Efforts in knowledge co-production in much of sustainability science have missed potential power differentials and political conflicts among researchers and other groups67,71. These power differentials may be exacerbated across urban-rural systems with divergent and competing interests, yet these dynamics have implications for who is an appropriate partner and how the partnership should work to produce ethical, relevant, and translational science. Brandt and colleagues identify a significant challenge in that while practitioner knowledge is often incorporated or exchanged with researchers, practitioner empowerment in decision-making is rare72. There needs to be explicit attention and analysis of knowledge systems in order for effective co-production to take place73. Knowledge systems analysis evaluates people and the social practices that make knowledge73. This approach reveals how different forms of knowledge can be systematically excluded from incorporation in planning and others are unquestioned, yet continue to guide policy and practice74. Enabling a context for co-production requires upfront recognition that diverse populations with valuable and highly differentiated perspectives exist and that governance procedures often unintentionally (or deliberately) marginalize these important constituencies75.
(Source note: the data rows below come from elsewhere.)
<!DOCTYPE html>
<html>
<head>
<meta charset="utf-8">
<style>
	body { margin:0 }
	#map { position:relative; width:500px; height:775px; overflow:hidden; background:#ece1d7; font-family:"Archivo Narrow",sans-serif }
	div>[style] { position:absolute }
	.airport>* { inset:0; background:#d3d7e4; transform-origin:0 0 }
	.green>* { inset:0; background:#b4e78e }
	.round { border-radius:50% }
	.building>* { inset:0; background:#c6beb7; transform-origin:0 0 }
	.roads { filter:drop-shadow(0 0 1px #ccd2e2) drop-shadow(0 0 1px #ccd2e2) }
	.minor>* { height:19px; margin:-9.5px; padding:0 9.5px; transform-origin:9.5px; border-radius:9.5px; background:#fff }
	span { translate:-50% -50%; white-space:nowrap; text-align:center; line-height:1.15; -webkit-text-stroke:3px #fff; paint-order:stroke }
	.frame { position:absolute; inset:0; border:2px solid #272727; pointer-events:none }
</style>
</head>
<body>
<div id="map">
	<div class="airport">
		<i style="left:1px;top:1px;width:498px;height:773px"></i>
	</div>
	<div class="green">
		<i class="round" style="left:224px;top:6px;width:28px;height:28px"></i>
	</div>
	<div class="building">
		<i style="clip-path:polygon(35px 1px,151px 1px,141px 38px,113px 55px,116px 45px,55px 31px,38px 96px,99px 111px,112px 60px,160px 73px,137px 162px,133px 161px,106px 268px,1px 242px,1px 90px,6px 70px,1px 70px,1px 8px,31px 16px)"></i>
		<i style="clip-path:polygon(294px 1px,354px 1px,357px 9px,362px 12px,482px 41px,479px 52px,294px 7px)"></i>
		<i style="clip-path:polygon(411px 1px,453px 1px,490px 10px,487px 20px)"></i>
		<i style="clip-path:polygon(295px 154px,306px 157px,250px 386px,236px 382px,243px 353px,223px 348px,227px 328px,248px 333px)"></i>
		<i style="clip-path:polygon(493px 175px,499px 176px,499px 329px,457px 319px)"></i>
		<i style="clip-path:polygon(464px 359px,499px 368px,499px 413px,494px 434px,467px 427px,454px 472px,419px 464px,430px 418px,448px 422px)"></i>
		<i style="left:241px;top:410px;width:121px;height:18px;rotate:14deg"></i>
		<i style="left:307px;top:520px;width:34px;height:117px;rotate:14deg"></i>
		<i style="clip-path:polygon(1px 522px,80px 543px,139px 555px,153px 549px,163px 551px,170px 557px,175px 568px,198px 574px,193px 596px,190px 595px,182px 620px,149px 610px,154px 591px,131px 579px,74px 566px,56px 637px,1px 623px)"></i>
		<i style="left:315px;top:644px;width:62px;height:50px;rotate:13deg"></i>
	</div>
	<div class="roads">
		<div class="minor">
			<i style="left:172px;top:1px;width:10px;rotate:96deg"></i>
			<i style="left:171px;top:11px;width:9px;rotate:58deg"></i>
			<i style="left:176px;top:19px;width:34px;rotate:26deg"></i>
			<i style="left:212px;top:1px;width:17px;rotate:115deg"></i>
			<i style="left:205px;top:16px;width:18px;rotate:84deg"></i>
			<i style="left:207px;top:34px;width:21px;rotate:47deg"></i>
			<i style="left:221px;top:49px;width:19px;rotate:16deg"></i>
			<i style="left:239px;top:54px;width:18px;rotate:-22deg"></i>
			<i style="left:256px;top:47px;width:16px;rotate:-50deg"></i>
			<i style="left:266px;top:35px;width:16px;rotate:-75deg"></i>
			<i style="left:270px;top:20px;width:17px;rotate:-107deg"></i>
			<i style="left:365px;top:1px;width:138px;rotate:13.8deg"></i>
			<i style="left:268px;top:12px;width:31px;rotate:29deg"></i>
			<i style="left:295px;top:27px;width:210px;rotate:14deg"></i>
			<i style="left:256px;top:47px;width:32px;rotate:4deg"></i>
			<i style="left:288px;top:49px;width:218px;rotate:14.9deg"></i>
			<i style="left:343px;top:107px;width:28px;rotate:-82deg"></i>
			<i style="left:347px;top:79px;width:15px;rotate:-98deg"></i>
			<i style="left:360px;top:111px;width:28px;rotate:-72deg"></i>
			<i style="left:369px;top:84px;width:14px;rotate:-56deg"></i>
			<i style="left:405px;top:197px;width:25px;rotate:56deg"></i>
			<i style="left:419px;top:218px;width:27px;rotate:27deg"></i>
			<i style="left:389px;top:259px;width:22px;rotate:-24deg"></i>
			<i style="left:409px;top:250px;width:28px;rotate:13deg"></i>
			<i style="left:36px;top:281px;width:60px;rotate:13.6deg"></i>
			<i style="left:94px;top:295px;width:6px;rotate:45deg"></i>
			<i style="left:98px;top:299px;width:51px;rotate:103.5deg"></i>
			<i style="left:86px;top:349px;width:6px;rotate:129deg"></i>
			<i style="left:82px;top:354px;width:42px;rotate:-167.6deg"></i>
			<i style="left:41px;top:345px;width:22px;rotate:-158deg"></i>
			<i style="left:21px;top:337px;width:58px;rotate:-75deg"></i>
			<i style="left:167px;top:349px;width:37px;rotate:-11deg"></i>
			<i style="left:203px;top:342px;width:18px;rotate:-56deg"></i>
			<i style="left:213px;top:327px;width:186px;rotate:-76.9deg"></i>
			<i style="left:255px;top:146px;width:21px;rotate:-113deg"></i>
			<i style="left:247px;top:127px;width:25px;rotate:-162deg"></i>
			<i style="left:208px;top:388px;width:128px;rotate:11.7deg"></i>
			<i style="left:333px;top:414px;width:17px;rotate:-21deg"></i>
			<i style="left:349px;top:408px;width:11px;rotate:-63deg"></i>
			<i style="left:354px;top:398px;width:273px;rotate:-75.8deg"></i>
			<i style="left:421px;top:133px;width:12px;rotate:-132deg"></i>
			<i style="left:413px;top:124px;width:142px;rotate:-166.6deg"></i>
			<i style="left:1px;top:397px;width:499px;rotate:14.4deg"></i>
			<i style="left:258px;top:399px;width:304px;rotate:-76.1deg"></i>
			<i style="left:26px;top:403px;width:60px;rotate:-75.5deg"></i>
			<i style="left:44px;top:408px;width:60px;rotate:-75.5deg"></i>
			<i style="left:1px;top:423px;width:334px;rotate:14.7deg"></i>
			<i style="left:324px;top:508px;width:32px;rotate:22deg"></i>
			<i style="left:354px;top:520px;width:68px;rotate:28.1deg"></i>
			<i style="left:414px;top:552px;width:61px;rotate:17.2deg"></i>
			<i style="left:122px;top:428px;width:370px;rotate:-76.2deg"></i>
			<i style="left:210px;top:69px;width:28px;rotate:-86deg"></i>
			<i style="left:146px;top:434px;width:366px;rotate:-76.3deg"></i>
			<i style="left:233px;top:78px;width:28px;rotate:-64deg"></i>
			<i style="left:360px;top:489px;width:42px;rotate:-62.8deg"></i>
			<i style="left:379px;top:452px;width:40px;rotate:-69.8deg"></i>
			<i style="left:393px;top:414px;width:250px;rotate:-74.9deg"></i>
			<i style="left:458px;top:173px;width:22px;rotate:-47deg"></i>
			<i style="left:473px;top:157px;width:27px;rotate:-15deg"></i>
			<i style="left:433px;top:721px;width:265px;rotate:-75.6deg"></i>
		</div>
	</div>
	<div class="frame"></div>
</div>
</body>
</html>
Facilitating knowledge co-production for sustainable urban infrastructure may need to grapple with the construct of the “urban” in infrastructure decision-making: the infrastructure that provides critical services to urban areas is intricately embedded in and connected to surrounding and distal, more rural areas. As such, rural constituencies are essential voices to recognize and include in the decision-making process and in sustainable urban systems research, as illustrated in regional natural resource management and co-managed conservation practices76. It is critical that we understand highly differentiated marginalized communities in terms of their frameworks for experiencing, understanding, and evaluating infrastructure75. This process may require addressing deeper historical distrust that prevents some populations from wanting to engage in planning, design, or governance processes77. Engaging with broader theories of power and inequality that reveal how infrastructure decisions are embedded in and reinforce prevailing social and political processes can potentially open up governance processes to incorporate these issues and provide different avenues for promoting urban-rural knowledge co-production78.

Summary

Infrastructure shapes health and well-being across urban-rural systems. Therefore, decisions about infrastructure should consider how to equitably convey these benefits across the urban and rural places that infrastructure systems connect. This endeavor requires the identification of interdependencies among different types of infrastructure, a broader understanding of economic, social, environmental, and health implications of infrastructure decisions, and how both burdens and benefits from such decisions are distributed across different populations. There is a clear need to develop a framework to consistently reveal the potential benefits and costs of infrastructure79,80. In addition, the implementation of governance structures that transcend territorial and sectoral boundaries and that ensure the involvement of multiple stakeholders in knowledge production can help remove political and institutional barriers and enable the effective consideration of health and well-being in decisions aiming for the sustainability of urban infrastructure systems.